Even in normal times, it's hard to get tickets to see Wolves play these days. Two seasons ago, thanks to a friend, I was able to see them play twice at Wembley — once in the famous comeback victory over Spurs, and once in the devastating seizure of defeat from the jaws of victory against Watford in the FA Cup semi-final. Last season, we managed to get tickets to the FA Cup third round against Manchester United, a 0-0 draw that  was easily the most tedious match of Wolves' campaign to date. But when the Premier League went behind closed doors this year, it actually meant more Wolves matches were on TV than usual, and one balmy summer evening, we converted my parents' 'event tent' into our very own Molineux for the Crystal Palace game in July. And after all that effort, we won 2-0! Sadly, the 'stadium' didn't make it through the summer storms, but we also made a rather smaller model over Christmas.

4. Summit special in southern Snowdonia

It came to my attention this year that despite spending inordinate amounts of my childhood holidays in Barmouth, Dolgellau and the surrounding area, I had never actually been to the top of Cadair Idris, the highest mountain in southern Snowdonia, although we came close a few times. In mid-September, the weather was unseasonably good, except, of course, on the day we set out on the Pony Path. To be fair, it was quite nice at sea level, but we soon ascended into thick mist. Thanks to my dad's Ordnance Survey app, we were able to stay on track, but the final climb to Penygadair was rocky, steep and slippy.
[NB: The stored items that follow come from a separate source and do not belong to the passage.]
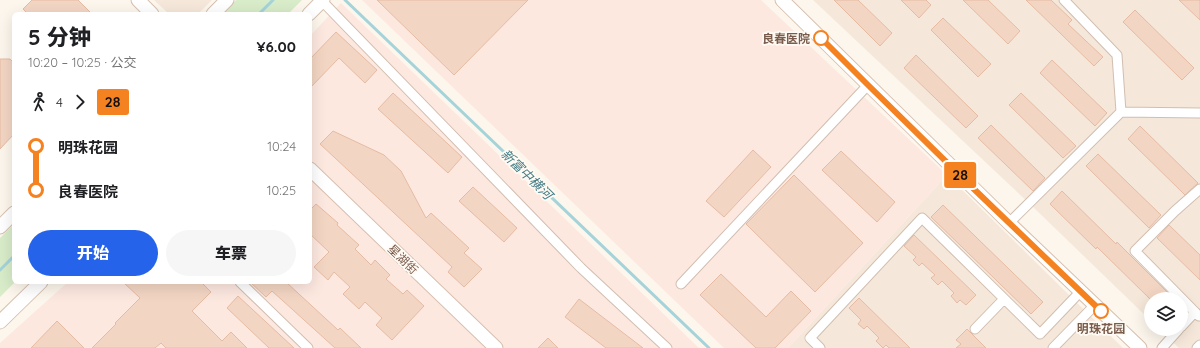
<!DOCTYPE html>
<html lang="zh">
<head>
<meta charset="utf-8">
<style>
  body { margin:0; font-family:Quicksand,"Noto Sans SC",sans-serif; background:#f6f6f6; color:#202124; height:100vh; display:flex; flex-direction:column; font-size:15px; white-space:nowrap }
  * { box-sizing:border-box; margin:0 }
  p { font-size:13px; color:#757577 }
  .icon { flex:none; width:22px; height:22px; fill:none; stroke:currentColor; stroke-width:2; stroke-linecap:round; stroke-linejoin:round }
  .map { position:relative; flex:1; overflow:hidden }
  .drawer { position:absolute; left:12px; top:12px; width:300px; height:272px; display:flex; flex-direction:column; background:#fff; border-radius:6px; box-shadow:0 4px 16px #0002 }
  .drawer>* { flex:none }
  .badge { padding:0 8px; border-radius:3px; font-size:14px; line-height:26px }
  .buttons { position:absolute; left:1144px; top:292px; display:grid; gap:8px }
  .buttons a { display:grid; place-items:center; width:44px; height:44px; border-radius:50%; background:#fff; box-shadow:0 4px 16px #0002; font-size:20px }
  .map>.badge { position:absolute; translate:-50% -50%; box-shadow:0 0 0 2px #fff }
  .legs { display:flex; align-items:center; gap:6px; height:44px; padding:0 16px; font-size:13px }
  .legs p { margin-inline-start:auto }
  .headline { display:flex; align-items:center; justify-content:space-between; height:68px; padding:0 16px }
  h1 { font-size:22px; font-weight:800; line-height:30px }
  .action { display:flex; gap:8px; margin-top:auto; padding:8px 16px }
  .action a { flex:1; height:46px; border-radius:24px; background:#2563eb; color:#fff; font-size:16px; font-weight:800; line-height:46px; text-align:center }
  .action a+a { background:#f6f6f6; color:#202124 }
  ul { padding:0 16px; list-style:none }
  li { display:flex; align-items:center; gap:14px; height:44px; font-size:15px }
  li i { display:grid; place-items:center; width:6px; height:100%; margin:0 5px; background:currentColor }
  li i::after { content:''; width:10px; height:10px; margin:-5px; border:3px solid; border-radius:50%; background:#fff }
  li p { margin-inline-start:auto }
  li:first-child i { background:linear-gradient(#0000 50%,currentColor 0) }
  li:last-child i { background:linear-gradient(currentColor 50%,#0000 0) }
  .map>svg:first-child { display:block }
</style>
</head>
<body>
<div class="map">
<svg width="1200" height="348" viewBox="0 0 1200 348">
  <rect width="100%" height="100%" fill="#fdf6ec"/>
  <path fill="#f5e8da" d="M 154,0 L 212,0 L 198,14 L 169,14 Z
    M 813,0 L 1200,0 L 1200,348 L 1179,348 L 1159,329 L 1181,329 L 1181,299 L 1151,299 L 1151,321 L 1031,205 Z
    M 947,175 L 1123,348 L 788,348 Z"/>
  <path fill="#fde8e0" d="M 362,0 L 761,0 L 947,175 L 788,348 L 724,348 Z
    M 341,3 L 699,348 L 0,348 L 0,343 L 68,282 L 310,282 L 310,36 Z"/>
  <path fill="#d8ecc9" d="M 236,0 L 302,0 L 288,14 L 222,14 Z
    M 14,224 L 15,282 L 0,297 L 0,238 Z"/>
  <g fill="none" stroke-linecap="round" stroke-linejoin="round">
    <path stroke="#a5d3da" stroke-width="3" d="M 345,0 L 709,348
      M 259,14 L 273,0
      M 0,270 L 14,256"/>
  </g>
  <path fill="#f3d5c3" stroke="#e6bba3" d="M 32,0 L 78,0 L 92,14 L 28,14 L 23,9 Z
    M 377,0 L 528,0 L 454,75 Z
    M 834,0 L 858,0 L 892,33 L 880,46 Z
    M 901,0 L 926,0 L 931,5 L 919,18 Z
    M 963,0 L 988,0 L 1020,31 L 1008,44 Z
    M 1026,0 L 1051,0 L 1072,20 L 1068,24 L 1103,57 L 1094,66 Z
    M 1179,0 L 1200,0 L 1200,20 Z
    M 1135,10 L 1194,68 L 1182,80 L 1123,22 Z
    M 943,18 L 991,64 L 978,77 L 931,30 Z
    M 336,32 L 377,70 L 365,83 L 339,58 L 310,88 L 310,59 Z
    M 916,55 L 978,116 L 966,128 L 904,68 Z
    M 0,59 L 10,59 L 14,63 L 14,134 L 0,149 Z
    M 1052,60 L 1107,113 L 1095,126 L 1040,73 Z
    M 393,93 L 462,157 L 448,173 L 378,109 Z
    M 1021,93 L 1076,146 L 1063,158 L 1009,105 Z
    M 991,125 L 1045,178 L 1033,191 L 978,138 Z
    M 1140,126 L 1198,183 L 1185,195 L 1128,139 Z
    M 333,131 L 384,155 L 401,171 L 426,218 L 431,213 L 469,248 L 464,253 L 482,269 L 464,287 L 448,272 L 452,267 L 320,144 Z
    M 753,150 L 771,167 L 724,217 L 706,201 Z
    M 841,151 L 895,202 L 877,222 L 822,170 Z
    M 1098,154 L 1161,215 L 1149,228 L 1086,166 Z
    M 794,175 L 863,243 L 815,292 L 746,224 Z
    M 473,187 L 517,228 L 504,242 L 459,201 Z
    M 1062,191 L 1116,244 L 1117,242 L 1174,299 L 1150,299 L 1097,247 L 1096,249 L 1050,204 Z
    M 316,204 L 338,223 L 337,225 L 359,245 L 355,249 L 371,265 L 375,260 L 390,275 L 386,279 L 403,294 L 407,290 L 424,306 L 392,340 L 376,325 L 382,318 L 365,302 L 359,309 L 343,294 L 350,287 L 334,272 L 328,280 L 314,267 L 329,252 L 310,234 L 310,210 Z
    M 943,205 L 1043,302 L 1031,314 L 931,217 Z
    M 1169,225 L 1200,255 L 1200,280 L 1157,238 Z
    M 914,235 L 976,295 L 966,305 L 960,300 L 957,303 L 951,296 L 954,293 L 942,281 L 938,285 L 931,278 L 935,275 L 922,263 L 919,266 L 913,260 L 916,257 L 904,246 Z
    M 721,274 L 766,317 L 791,291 L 811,311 L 775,348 L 756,348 L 700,295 Z
    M 123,282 L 201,282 L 211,292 L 192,311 L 222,341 L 231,332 L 247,348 L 166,348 L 161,343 L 155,348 L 92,348 L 116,324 L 115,323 L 140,298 Z
    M 250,282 L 286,282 L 338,330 L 340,328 L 361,348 L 335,348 L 272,291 L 266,297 Z
    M 238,296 L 294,348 L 269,348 L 227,308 Z
    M 859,298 L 910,348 L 889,348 L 886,345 L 883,348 L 876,341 L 879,338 L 867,326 L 864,329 L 858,324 L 861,320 L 849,308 Z
    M 579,299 L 643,348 L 606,348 L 565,317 Z
    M 57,321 L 84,348 L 31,348 Z
    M 967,329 L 986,348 L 956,348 L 961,344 L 956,340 Z
    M 548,338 L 558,348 L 538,348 Z"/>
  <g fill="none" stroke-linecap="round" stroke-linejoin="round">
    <defs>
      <path id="street" d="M 1064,0 L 1117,55 L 1121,112
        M 322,1 L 581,268 L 667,348
        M 1009,223 L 1121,112 L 1200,113
        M 240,282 L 308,348
        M 681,284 L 868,85
        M 1195,312 L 1135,251 L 1175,211 L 1200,189
        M 1181,327 L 1195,312 L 1199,316
        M 975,329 L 1004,299
        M 820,348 L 810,338 L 922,218 L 1040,334 L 1081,291
        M 1053,348 L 1095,305
        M 1162,348 L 1179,329
        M 1197,348 L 1200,345"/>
      <path id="secondary" d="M 138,0 L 152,14
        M 782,0 L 1009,223 L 1140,348
        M 213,14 L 227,0
        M 309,14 L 323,0
        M 310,169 L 496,348
        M 0,227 L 14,213
        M 0,322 L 41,282"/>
    </defs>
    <use href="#street" stroke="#d1beb0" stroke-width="11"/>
    <use href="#secondary" stroke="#d6c0b0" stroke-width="15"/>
    <use href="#street" stroke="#fff" stroke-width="9"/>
    <use href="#secondary" stroke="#fff" stroke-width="13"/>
  </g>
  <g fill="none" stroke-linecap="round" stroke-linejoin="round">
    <defs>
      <path id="line-1" d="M 821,38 L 868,85 L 977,192 L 1101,311"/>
    </defs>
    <use href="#line-1" stroke="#fff" stroke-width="9"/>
    <use href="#line-1" stroke="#f58220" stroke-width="6"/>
  </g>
  <g fill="#fff" stroke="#f58220" stroke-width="2">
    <circle cx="821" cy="38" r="7"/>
    <circle cx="1101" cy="311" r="7"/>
  </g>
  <g text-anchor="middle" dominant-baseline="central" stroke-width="3.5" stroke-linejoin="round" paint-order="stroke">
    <g font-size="12" font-weight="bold" fill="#7a5c4d" stroke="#fffaf3" text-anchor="end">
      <text x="810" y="38">良春医院</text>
      <text x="1101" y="328" text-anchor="middle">明珠花园</text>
    </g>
    <g font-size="12" fill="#7a5c4d" stroke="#fffaf3">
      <text transform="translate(403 259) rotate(44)">星湖街</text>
    </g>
    <g font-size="13" font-style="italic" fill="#437c86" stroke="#fffaf3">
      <text transform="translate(527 174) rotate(44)">新富中横河</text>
    </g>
  </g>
</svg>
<div class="buttons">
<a><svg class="icon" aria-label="layers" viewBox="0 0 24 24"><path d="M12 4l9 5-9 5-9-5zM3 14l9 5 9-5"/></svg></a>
</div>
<b class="badge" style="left:960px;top:175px;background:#f58220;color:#111">28</b>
<section class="drawer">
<div class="headline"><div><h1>5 分钟</h1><p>10:20 – 10:25 · 公交</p></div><b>¥6.00</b></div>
<div class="legs"><svg class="icon" aria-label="walk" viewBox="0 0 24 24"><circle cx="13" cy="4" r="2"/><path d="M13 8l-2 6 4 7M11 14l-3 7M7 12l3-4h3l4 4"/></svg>4<svg class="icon" aria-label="forward" viewBox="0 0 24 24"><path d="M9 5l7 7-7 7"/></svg><b class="badge" style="background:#f58220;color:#111">28</b></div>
<ul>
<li><i style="color:#f58220"></i><b>明珠花园</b><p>10:24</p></li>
<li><i style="color:#f58220"></i><b>良春医院</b><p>10:25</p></li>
</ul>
<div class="action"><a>开始</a><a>车票</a></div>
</section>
</div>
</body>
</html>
We picnicked at the top, where the clouds kept threatening to clear, but unfortunately, we were not rewarded for our efforts with a fine view down to Barmouth and the sea. To taunt us, the summit remained perfectly clear for the next few days. However, this just means I'll have to do it again.

5. A tale of two city breaks

With even local travel not being possible for much of this year, for obvious reasons, I was grateful to go on short trips to two cities famous for their Regency era architecture — yes, apparently I got the memo that Bridgerton would be trending right around now. In Brighton, I paddled in the sea, ate fish and chips on the beach, and day-tripped to Beachy Head, Seven Sisters and Hastings. Oh, and of course, there was speciality coffee

In December, with very limited options to go anywhere during my annual leave, I decided to return to Bath. The temperature was about 30C cooler than in Brighton, which meant lots of brisk strolls around the gorgeous honey-hued buildings, seeking out new-to-me parks and views, warming up at the Thermae Bath Spa, and indulging in a tasting menu at Bath's only Michelin-starred restaurant. After spending the vast majority of my waking hours in one room in my small flat, the change of scene was very welcome.